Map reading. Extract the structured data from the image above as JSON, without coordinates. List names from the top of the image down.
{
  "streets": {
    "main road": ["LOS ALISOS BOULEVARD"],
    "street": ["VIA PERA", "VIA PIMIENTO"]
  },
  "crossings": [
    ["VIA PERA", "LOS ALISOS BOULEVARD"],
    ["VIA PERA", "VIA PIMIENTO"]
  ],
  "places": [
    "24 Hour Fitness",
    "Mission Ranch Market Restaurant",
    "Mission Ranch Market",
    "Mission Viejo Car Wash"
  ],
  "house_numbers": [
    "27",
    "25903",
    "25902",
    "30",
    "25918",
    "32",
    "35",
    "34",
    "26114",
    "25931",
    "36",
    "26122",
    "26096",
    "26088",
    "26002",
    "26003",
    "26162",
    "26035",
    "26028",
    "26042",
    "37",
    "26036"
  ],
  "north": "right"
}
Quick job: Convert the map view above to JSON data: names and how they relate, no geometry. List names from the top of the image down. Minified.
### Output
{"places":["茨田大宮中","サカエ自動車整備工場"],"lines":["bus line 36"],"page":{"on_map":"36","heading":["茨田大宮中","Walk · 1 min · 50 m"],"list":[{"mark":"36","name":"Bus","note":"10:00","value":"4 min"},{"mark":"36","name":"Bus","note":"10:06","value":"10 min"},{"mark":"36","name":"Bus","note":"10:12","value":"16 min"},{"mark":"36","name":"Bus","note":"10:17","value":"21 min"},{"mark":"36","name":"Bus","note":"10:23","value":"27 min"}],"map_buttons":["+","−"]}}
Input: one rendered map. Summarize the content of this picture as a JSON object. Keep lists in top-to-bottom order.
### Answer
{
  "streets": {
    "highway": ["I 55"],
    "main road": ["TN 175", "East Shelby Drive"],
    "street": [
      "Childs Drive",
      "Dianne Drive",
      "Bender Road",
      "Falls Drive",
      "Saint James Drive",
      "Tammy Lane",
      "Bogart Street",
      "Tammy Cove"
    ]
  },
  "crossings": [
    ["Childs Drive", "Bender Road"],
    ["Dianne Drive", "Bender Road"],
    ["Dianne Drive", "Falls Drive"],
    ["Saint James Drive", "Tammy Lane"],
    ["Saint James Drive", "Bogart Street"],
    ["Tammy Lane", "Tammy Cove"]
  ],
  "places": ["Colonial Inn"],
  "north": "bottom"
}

• • • • • • •

### WORK REQUEST
Your response should hold only an exact copy of the lines above, from the one containing "Input: one rendered" through the end of the entries.

### ANSWER TO THE EXERCISE
Input: one rendered map. Summarize the content of this picture as a JSON object. Keep lists in top-to-bottom order.
### Answer
{
  "streets": {
    "highway": ["I 55"],
    "main road": ["TN 175", "East Shelby Drive"],
    "street": [
      "Childs Drive",
      "Dianne Drive",
      "Bender Road",
      "Falls Drive",
      "Saint James Drive",
      "Tammy Lane",
      "Bogart Street",
      "Tammy Cove"
    ]
  },
  "crossings": [
    ["Childs Drive", "Bender Road"],
    ["Dianne Drive", "Bender Road"],
    ["Dianne Drive", "Falls Drive"],
    ["Saint James Drive", "Tammy Lane"],
    ["Saint James Drive", "Bogart Street"],
    ["Tammy Lane", "Tammy Cove"]
  ],
  "places": ["Colonial Inn"],
  "north": "bottom"
}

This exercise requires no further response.